Now read that again! I love how the Amplified Bible words this, “irreverently, in false affirmation, or in ways that impugn the character of God.” Wow, could it be that taking the Lord's name in vain could be more than just saying OMG? Have you ever ended a prayer with “in Jesus name” yet doubted or didn't trust Him with it? Could it be in vain by using God's name to justify complacency or sin? Is it in vain when someone praises God with their lips but their hearts are far from him? What about being idle in our pursuit after him yet acting like we're passionate to others? Have you ever asked “why would they use His name like that; if they only knew who he really is” not because of what was said but because of what was done!
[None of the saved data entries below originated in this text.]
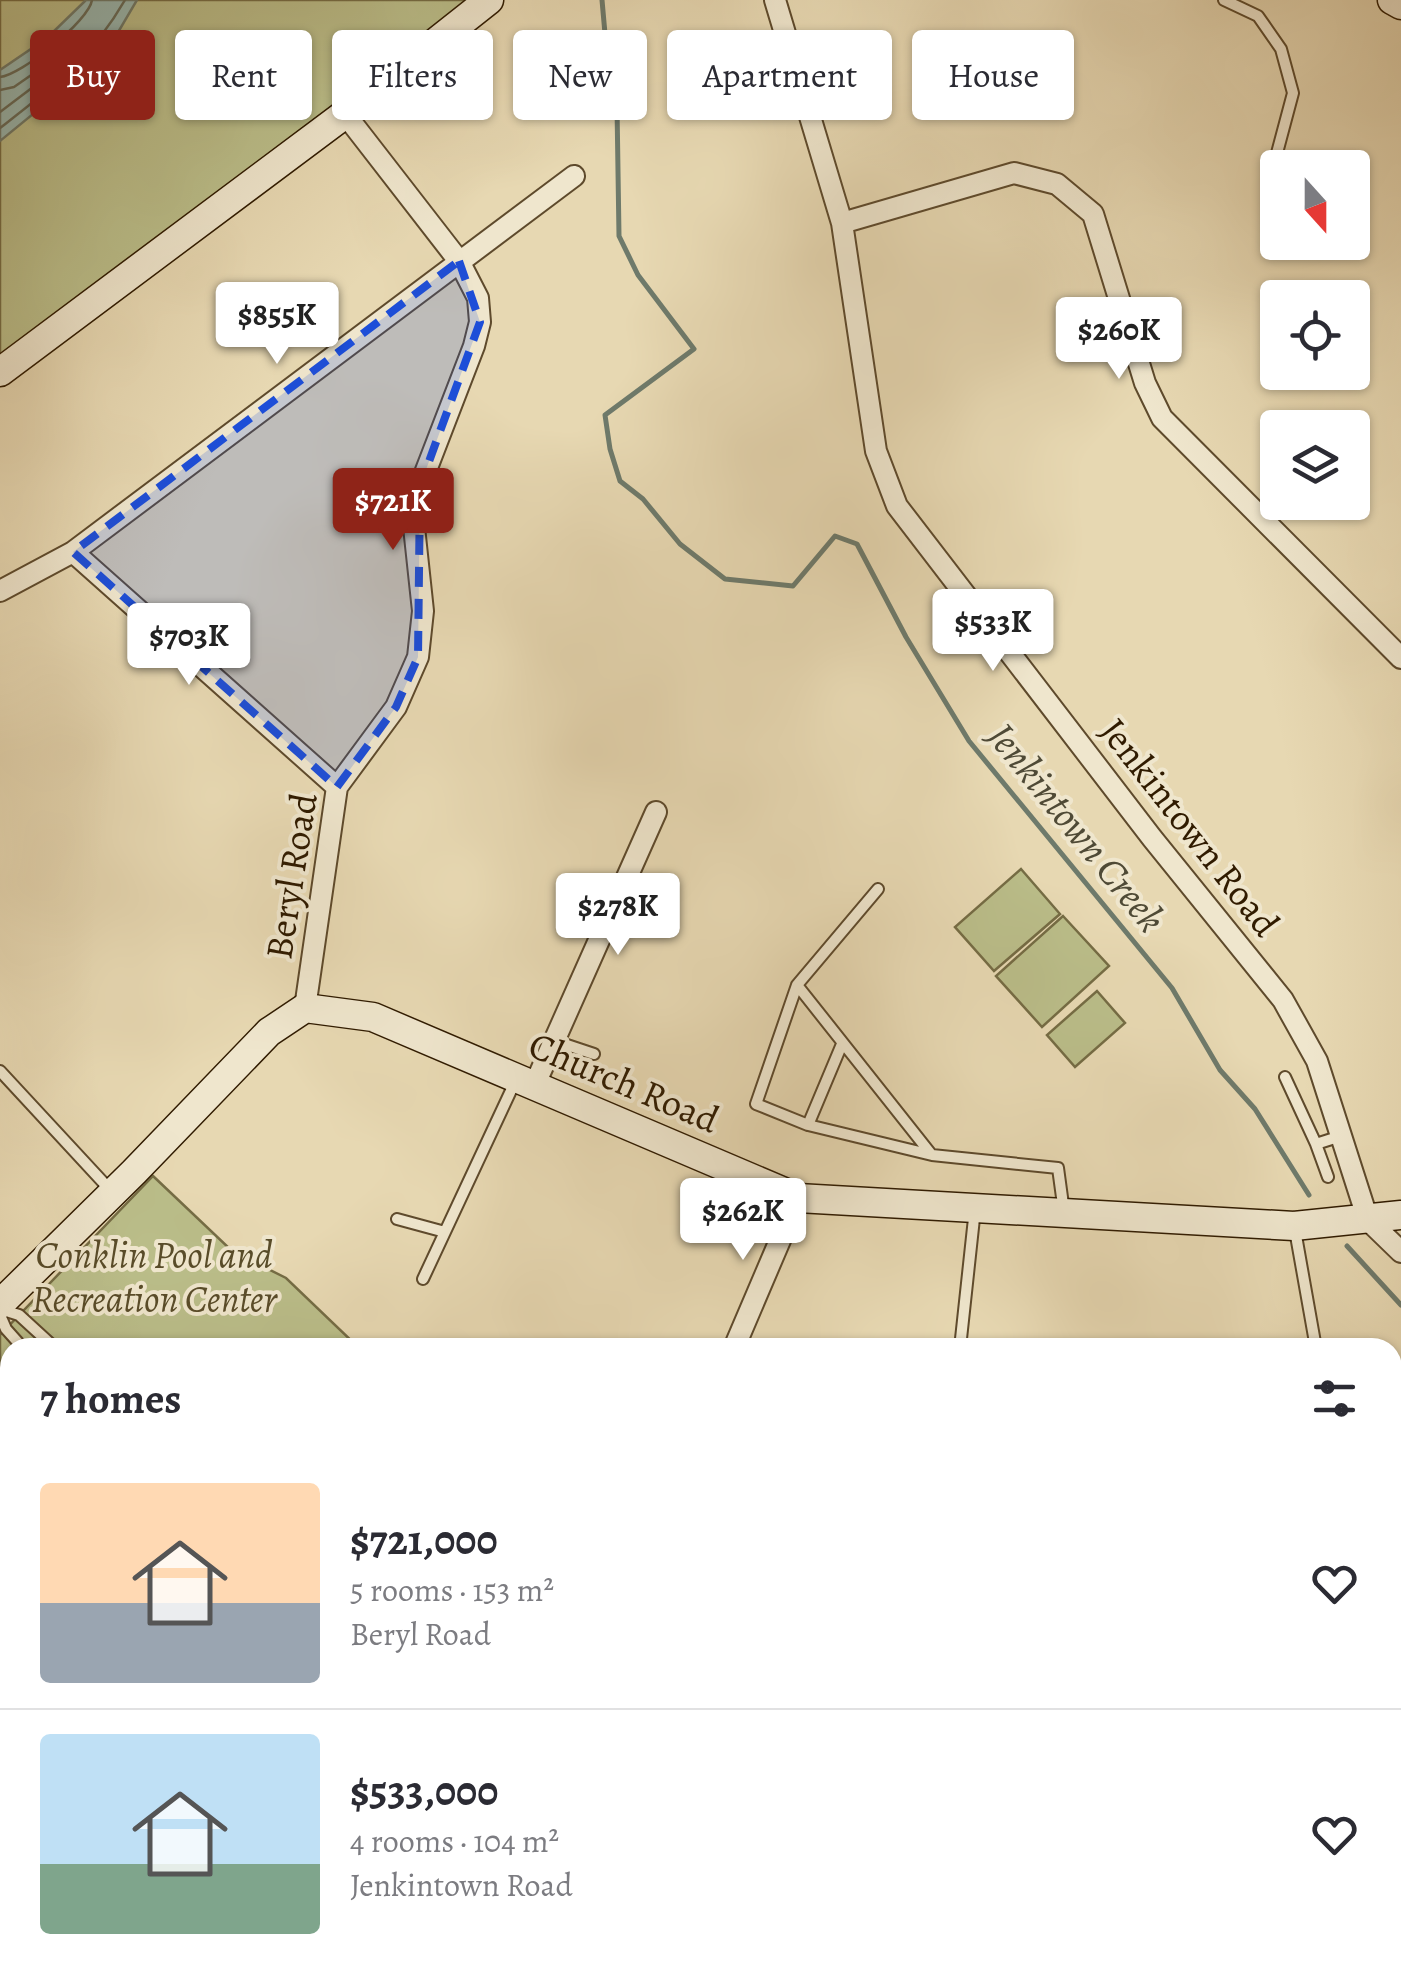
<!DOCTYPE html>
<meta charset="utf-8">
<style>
:root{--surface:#fff;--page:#f2f2f3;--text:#2b2b33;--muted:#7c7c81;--line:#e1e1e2;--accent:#8f2418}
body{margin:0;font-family:Alegreya,serif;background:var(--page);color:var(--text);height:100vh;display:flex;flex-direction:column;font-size:38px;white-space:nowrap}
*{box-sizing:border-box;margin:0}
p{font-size:32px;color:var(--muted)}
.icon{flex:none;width:55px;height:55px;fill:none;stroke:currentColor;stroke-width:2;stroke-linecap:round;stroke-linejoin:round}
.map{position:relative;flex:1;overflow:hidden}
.side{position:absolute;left:0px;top:1338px;width:1402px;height:642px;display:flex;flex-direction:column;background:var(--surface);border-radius:30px 30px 0 0;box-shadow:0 2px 8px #0004}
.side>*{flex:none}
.top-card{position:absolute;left:30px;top:30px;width:1342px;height:90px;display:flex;gap:20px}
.needle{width:65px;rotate:159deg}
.buttons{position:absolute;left:1260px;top:150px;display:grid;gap:20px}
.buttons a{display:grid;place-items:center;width:110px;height:110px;border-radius:10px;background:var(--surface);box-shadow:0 2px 8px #0004;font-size:50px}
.price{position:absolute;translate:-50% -85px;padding:0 22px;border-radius:10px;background:#fff;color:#222;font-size:32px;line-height:65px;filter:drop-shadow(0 2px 5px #0008)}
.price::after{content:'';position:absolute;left:50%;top:60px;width:30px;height:22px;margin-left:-15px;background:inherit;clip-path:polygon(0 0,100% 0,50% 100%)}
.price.selected{background:var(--accent);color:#fff}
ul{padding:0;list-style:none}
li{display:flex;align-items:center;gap:30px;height:250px;padding:0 40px}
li+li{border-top:2px solid var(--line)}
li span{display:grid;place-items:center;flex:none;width:280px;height:200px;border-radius:10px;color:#555}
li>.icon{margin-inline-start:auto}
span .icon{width:120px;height:120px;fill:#fffc;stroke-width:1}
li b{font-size:42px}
h2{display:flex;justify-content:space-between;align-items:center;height:120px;padding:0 40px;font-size:42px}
.chip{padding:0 35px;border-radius:10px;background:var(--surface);box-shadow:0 2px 8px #0004;font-size:35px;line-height:90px}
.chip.selected{background:var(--accent);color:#fff}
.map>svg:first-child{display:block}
.green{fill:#babd89;stroke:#756c44;stroke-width:2.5}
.water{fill:#98b9b3;stroke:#6e7a6b;stroke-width:2.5}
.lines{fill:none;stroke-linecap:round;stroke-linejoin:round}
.shore{stroke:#646a5a;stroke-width:2.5}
.stream{stroke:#6e7a6b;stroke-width:5}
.lane-casing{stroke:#5e4a2c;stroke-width:14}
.street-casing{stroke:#5e4a2c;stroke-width:24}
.secondary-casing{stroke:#301b00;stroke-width:31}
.primary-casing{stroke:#301b00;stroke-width:34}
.lane{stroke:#efe6cd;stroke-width:10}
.street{stroke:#efe6cd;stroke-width:20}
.secondary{stroke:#efe6cd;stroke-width:28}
.primary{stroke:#e4bc79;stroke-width:30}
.marked{fill:#1d4ed8;fill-opacity:0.2;stroke:#1d4ed8;stroke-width:8;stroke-dasharray:20 12;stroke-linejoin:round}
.labels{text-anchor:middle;stroke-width:8;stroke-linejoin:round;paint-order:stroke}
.street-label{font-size:38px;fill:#301b00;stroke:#efe6cd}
.park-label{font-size:38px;font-style:italic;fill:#594c29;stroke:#efe6cd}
.water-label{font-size:40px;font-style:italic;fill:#4f4a36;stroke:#efe6cd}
</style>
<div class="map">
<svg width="1401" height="1979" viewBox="0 0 1401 1979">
<rect width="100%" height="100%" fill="#e7d8b2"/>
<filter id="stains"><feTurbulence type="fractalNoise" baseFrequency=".002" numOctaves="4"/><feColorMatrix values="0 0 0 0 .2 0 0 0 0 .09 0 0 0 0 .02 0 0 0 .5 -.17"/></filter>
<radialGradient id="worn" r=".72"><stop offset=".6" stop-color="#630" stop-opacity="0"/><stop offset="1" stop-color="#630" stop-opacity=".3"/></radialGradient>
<!-- green -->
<path class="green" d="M 0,0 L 473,0 L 0,357 Z
M 1021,869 L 1060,914 L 994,971 L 955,927 Z
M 1063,916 L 1109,966 L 1042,1027 L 996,976 Z
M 1097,991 L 1125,1023 L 1075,1067 L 1047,1035 Z
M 153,1176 L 232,1251 L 286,1278 L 358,1347 L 10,1348 L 10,1613 L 0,1612 L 0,1335 Z"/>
<!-- water -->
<path class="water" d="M 86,0 L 137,0 L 110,46 L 88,69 L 0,141 L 0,70 L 47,38 Z"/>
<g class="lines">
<!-- shore -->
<path class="shore" d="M 0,77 C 21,75 89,21 92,0
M 0,90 L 14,87 L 37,71 L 44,74 L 37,84 L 0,112
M 0,128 C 53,87 91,59 125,0"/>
<!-- stream -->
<path class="stream" d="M 602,0 L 607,56 L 617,106 L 619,236 L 638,275 L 694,349 L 605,415 L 610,449 L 620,481 L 643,499 L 680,544 L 725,579 L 793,586 L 835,536 L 857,544 L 906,637 L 969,741 L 1172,988 L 1220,1070 L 1255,1109 L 1309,1195
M 1347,1246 L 1401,1305"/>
<defs>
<path id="lane" d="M 1224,0 L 1258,16 L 1281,49 L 1293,93 L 1277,153
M 878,889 L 797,985 L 756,1104 L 808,1125 L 932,1155 L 1058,1168 L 1064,1212
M 797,985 L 931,1154
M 555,1041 L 594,1054
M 0,1071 L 113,1193
M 1285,1077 L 1316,1144 L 1341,1136
M 808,1125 L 842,1044
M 1316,1144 L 1328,1177
M 397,1219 L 445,1232
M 1295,1230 L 1316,1348
M 423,1279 L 515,1082
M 0,1309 L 19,1315 L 55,1348
M 0,1315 L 6,1329 L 23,1348
M 960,1348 L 975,1209
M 1392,1387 L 1401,1385
M 1392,1501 L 1401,1528
M 1392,1646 L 1401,1664
M 1392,1798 L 1401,1798
M 0,1877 L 10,1879
M 323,1970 L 324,1979
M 424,1970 L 455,1979
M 862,1970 L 893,1979
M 171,1979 L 175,1970
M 211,1979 L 215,1970
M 642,1979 L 644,1970
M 991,1979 L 993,1970
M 1028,1979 L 1030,1970"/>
<path id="street" d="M 775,0 L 842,223 L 876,451 L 897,506 L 1152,838 L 1283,1000 L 1317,1061 L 1368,1220 L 1401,1252
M 842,223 L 1014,173 L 1057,184 L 1093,214 L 1145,383 L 1162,418 L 1401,658
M 73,552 L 337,787
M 0,591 L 73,552 L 574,176
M 305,1008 L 337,787 L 396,707 L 418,657 L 423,611 L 414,527 L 420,486 L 474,346 L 480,322 L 478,298 L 459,261 L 345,114
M 535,1084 L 656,812
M 734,1348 L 798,1198
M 401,1979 L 404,1970"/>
<path id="secondary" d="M 1392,0 L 1401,5
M 0,372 L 345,114 L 489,0
M 0,1304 L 134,1172 L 269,1032 L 305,1008 L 373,1017 L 798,1198 L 1294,1226 L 1401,1215"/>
<path id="primary" d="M 0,1791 L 10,1794
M 583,1970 L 612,1979"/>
</defs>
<!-- lane casing -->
<use href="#lane" class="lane-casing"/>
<!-- street casing -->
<use href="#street" class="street-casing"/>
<!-- secondary casing -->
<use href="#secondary" class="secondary-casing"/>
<!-- primary casing -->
<use href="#primary" class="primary-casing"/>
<!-- lane -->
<use href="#lane" class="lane"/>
<!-- street -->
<use href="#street" class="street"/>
<!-- secondary -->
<use href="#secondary" class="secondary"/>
<!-- primary -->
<use href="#primary" class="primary"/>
</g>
<!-- marked area -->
<path class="marked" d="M 459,261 L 480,322 L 420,486 L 418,657 L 396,707 L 337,787 L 73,552 Z"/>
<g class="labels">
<!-- street labels -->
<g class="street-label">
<text transform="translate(1190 827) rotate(52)" y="13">Jenkintown Road</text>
<text transform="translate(291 876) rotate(-81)" y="13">Beryl Road</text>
<text transform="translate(624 1082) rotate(23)" y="13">Church Road</text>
</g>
<!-- park labels -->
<g class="park-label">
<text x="154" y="1268">Conklin Pool and<tspan x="154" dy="44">Recreation Center</tspan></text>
</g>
<!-- water labels -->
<g class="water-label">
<text transform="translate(1077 827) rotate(51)" y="14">Jenkintown Creek</text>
</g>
</g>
<rect width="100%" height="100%" filter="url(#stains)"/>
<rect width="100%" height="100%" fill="url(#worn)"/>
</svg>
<div class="buttons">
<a><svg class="needle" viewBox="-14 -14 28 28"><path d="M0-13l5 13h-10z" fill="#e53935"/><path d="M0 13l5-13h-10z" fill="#7c7c81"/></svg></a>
<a><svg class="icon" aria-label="locate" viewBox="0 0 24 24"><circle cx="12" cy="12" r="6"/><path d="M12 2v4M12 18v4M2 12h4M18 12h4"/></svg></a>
<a><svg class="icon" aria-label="layers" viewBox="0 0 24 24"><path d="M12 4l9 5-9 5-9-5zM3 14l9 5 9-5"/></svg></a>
</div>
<b class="price" style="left:277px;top:367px">$855K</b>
<b class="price" style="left:1119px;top:382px">$260K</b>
<b class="price selected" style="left:393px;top:553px">$721K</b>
<b class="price" style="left:993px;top:674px">$533K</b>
<b class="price" style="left:189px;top:688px">$703K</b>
<b class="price" style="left:618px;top:958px">$278K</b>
<b class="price" style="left:743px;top:1263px">$262K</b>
<div class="top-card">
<a class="chip selected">Buy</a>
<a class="chip">Rent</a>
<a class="chip">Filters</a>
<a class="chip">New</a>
<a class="chip">Apartment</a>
<a class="chip">House</a>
</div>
<section class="side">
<h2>7 homes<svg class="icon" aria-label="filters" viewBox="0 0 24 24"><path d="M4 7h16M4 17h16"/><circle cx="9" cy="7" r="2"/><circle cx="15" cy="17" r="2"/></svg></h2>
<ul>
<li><span style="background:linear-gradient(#ffd9b3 60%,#9aa5b1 0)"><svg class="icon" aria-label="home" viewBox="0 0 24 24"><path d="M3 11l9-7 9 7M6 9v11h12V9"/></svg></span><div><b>$721,000</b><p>5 rooms · 153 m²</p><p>Beryl Road</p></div><svg class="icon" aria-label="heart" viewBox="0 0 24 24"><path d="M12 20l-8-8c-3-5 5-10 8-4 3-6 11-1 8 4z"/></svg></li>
<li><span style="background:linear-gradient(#bfe0f5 65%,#7fa58c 0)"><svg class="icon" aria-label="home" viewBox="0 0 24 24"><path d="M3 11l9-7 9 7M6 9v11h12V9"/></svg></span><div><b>$533,000</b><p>4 rooms · 104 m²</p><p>Jenkintown Road</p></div><svg class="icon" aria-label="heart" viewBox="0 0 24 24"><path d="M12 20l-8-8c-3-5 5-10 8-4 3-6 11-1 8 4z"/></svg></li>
</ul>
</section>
</div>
Here is the truth: when we come to Him and give our lives to Him, we take on His name. We are grafted in to be co-heirs with Jesus. We bear His name, just like when we are born we take on the name of our parents. We now take on our Fathers name. We carry Him with us wherever we go and we have the opportunity to magnify the character of God by the way we are living our lives. What a humbling privilege and honor to have bare His name.


I would like us to seek out and ask God and ourselves “how we are carrying His name?” Are we bringing honor and glory to His name? The question I want to ask you today is: Are we giving honor to the name we carry? Or are we taking his name in vain? As David said, “examine me and see if there is any wicked way in me and lead me in the way everlasting.” Psalm 139:24.


I feel like it always comes down to Love God and to Love people. Let's be those who won't bear his name in vain because we know who He really is.